- **Brief**
Restate all of the data precisely, omitting nothing.

- **Input**
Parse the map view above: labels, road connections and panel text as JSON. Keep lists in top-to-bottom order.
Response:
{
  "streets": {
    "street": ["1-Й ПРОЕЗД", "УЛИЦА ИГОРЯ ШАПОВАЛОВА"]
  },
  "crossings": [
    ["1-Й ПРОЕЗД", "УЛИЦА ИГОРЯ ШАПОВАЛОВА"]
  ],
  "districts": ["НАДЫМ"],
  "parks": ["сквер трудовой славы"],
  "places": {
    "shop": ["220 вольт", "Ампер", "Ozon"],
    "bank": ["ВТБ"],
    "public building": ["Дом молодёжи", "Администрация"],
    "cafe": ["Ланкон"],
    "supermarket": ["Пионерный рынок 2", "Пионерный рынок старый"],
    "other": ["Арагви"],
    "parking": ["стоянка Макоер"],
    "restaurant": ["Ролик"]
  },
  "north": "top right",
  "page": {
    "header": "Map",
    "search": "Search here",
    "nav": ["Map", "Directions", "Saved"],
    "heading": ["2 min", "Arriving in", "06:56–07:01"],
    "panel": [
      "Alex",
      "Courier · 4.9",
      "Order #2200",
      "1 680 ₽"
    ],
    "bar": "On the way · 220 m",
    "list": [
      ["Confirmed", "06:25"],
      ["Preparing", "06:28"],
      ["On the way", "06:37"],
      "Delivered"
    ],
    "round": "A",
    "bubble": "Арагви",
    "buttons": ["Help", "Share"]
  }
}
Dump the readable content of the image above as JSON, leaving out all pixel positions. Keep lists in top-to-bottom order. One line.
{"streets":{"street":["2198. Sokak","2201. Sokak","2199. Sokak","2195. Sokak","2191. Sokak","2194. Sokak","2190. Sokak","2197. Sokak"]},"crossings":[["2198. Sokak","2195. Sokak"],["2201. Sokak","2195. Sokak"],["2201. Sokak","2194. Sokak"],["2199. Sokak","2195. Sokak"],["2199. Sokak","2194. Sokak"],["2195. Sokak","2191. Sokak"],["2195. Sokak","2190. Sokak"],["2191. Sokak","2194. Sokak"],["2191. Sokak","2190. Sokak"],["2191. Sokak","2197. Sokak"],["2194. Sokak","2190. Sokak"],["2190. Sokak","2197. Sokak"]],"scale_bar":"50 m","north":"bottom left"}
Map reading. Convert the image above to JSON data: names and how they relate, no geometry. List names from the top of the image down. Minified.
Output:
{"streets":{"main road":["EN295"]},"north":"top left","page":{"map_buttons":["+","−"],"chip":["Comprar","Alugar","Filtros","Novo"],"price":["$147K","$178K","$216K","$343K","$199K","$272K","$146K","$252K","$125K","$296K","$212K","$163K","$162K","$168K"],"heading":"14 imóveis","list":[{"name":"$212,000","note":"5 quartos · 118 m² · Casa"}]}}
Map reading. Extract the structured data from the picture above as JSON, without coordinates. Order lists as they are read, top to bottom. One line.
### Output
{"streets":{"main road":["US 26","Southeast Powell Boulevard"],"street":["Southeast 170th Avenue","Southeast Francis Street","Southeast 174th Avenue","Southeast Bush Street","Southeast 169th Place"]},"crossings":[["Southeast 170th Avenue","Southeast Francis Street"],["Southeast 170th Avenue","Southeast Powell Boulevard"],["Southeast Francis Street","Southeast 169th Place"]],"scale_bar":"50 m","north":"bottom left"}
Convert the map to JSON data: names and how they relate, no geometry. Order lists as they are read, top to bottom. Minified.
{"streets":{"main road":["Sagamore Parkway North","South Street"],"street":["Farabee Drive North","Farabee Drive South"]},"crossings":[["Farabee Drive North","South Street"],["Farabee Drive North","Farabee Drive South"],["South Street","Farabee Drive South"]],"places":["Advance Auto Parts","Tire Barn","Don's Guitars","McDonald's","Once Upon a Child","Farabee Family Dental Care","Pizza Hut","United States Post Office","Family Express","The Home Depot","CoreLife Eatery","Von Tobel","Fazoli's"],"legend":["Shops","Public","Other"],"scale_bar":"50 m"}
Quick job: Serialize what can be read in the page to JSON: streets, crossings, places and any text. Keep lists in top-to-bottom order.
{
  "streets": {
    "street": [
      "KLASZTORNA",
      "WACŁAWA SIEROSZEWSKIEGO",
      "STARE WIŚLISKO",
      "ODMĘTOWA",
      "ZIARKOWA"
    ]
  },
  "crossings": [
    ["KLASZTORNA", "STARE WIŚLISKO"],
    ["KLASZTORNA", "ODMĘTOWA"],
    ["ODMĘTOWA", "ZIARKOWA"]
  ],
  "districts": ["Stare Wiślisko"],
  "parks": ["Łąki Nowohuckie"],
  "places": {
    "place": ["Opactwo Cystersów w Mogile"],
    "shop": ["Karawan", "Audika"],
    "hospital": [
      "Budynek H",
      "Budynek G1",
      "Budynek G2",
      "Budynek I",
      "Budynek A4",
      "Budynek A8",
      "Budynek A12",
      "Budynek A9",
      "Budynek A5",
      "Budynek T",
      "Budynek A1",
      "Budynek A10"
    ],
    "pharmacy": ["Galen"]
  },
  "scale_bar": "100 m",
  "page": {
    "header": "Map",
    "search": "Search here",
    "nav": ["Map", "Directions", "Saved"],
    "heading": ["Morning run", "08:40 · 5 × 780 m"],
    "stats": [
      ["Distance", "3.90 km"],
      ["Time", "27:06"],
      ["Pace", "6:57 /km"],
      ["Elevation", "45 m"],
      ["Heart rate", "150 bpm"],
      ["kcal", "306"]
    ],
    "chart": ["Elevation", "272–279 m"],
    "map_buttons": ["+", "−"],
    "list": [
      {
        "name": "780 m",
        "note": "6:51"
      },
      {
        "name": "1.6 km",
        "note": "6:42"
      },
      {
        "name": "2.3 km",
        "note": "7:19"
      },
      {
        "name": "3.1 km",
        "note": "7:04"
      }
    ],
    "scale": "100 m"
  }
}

- **Exercise output**
Parse the map view above: labels, road connections and panel text as JSON. Keep lists in top-to-bottom order.
Response:
{
  "streets": {
    "street": ["1-Й ПРОЕЗД", "УЛИЦА ИГОРЯ ШАПОВАЛОВА"]
  },
  "crossings": [
    ["1-Й ПРОЕЗД", "УЛИЦА ИГОРЯ ШАПОВАЛОВА"]
  ],
  "districts": ["НАДЫМ"],
  "parks": ["сквер трудовой славы"],
  "places": {
    "shop": ["220 вольт", "Ампер", "Ozon"],
    "bank": ["ВТБ"],
    "public building": ["Дом молодёжи", "Администрация"],
    "cafe": ["Ланкон"],
    "supermarket": ["Пионерный рынок 2", "Пионерный рынок старый"],
    "other": ["Арагви"],
    "parking": ["стоянка Макоер"],
    "restaurant": ["Ролик"]
  },
  "north": "top right",
  "page": {
    "header": "Map",
    "search": "Search here",
    "nav": ["Map", "Directions", "Saved"],
    "heading": ["2 min", "Arriving in", "06:56–07:01"],
    "panel": [
      "Alex",
      "Courier · 4.9",
      "Order #2200",
      "1 680 ₽"
    ],
    "bar": "On the way · 220 m",
    "list": [
      ["Confirmed", "06:25"],
      ["Preparing", "06:28"],
      ["On the way", "06:37"],
      "Delivered"
    ],
    "round": "A",
    "bubble": "Арагви",
    "buttons": ["Help", "Share"]
  }
}
Dump the readable content of the image above as JSON, leaving out all pixel positions. Keep lists in top-to-bottom order. One line.
{"streets":{"street":["2198. Sokak","2201. Sokak","2199. Sokak","2195. Sokak","2191. Sokak","2194. Sokak","2190. Sokak","2197. Sokak"]},"crossings":[["2198. Sokak","2195. Sokak"],["2201. Sokak","2195. Sokak"],["2201. Sokak","2194. Sokak"],["2199. Sokak","2195. Sokak"],["2199. Sokak","2194. Sokak"],["2195. Sokak","2191. Sokak"],["2195. Sokak","2190. Sokak"],["2191. Sokak","2194. Sokak"],["2191. Sokak","2190. Sokak"],["2191. Sokak","2197. Sokak"],["2194. Sokak","2190. Sokak"],["2190. Sokak","2197. Sokak"]],"scale_bar":"50 m","north":"bottom left"}
Map reading. Convert the image above to JSON data: names and how they relate, no geometry. List names from the top of the image down. Minified.
Output:
{"streets":{"main road":["EN295"]},"north":"top left","page":{"map_buttons":["+","−"],"chip":["Comprar","Alugar","Filtros","Novo"],"price":["$147K","$178K","$216K","$343K","$199K","$272K","$146K","$252K","$125K","$296K","$212K","$163K","$162K","$168K"],"heading":"14 imóveis","list":[{"name":"$212,000","note":"5 quartos · 118 m² · Casa"}]}}
Map reading. Extract the structured data from the picture above as JSON, without coordinates. Order lists as they are read, top to bottom. One line.
### Output
{"streets":{"main road":["US 26","Southeast Powell Boulevard"],"street":["Southeast 170th Avenue","Southeast Francis Street","Southeast 174th Avenue","Southeast Bush Street","Southeast 169th Place"]},"crossings":[["Southeast 170th Avenue","Southeast Francis Street"],["Southeast 170th Avenue","Southeast Powell Boulevard"],["Southeast Francis Street","Southeast 169th Place"]],"scale_bar":"50 m","north":"bottom left"}
Convert the map to JSON data: names and how they relate, no geometry. Order lists as they are read, top to bottom. Minified.
{"streets":{"main road":["Sagamore Parkway North","South Street"],"street":["Farabee Drive North","Farabee Drive South"]},"crossings":[["Farabee Drive North","South Street"],["Farabee Drive North","Farabee Drive South"],["South Street","Farabee Drive South"]],"places":["Advance Auto Parts","Tire Barn","Don's Guitars","McDonald's","Once Upon a Child","Farabee Family Dental Care","Pizza Hut","United States Post Office","Family Express","The Home Depot","CoreLife Eatery","Von Tobel","Fazoli's"],"legend":["Shops","Public","Other"],"scale_bar":"50 m"}
Quick job: Serialize what can be read in the page to JSON: streets, crossings, places and any text. Keep lists in top-to-bottom order.
{
  "streets": {
    "street": [
      "KLASZTORNA",
      "WACŁAWA SIEROSZEWSKIEGO",
      "STARE WIŚLISKO",
      "ODMĘTOWA",
      "ZIARKOWA"
    ]
  },
  "crossings": [
    ["KLASZTORNA", "STARE WIŚLISKO"],
    ["KLASZTORNA", "ODMĘTOWA"],
    ["ODMĘTOWA", "ZIARKOWA"]
  ],
  "districts": ["Stare Wiślisko"],
  "parks": ["Łąki Nowohuckie"],
  "places": {
    "place": ["Opactwo Cystersów w Mogile"],
    "shop": ["Karawan", "Audika"],
    "hospital": [
      "Budynek H",
      "Budynek G1",
      "Budynek G2",
      "Budynek I",
      "Budynek A4",
      "Budynek A8",
      "Budynek A12",
      "Budynek A9",
      "Budynek A5",
      "Budynek T",
      "Budynek A1",
      "Budynek A10"
    ],
    "pharmacy": ["Galen"]
  },
  "scale_bar": "100 m",
  "page": {
    "header": "Map",
    "search": "Search here",
    "nav": ["Map", "Directions", "Saved"],
    "heading": ["Morning run", "08:40 · 5 × 780 m"],
    "stats": [
      ["Distance", "3.90 km"],
      ["Time", "27:06"],
      ["Pace", "6:57 /km"],
      ["Elevation", "45 m"],
      ["Heart rate", "150 bpm"],
      ["kcal", "306"]
    ],
    "chart": ["Elevation", "272–279 m"],
    "map_buttons": ["+", "−"],
    "list": [
      {
        "name": "780 m",
        "note": "6:51"
      },
      {
        "name": "1.6 km",
        "note": "6:42"
      },
      {
        "name": "2.3 km",
        "note": "7:19"
      },
      {
        "name": "3.1 km",
        "note": "7:04"
      }
    ],
    "scale": "100 m"
  }
}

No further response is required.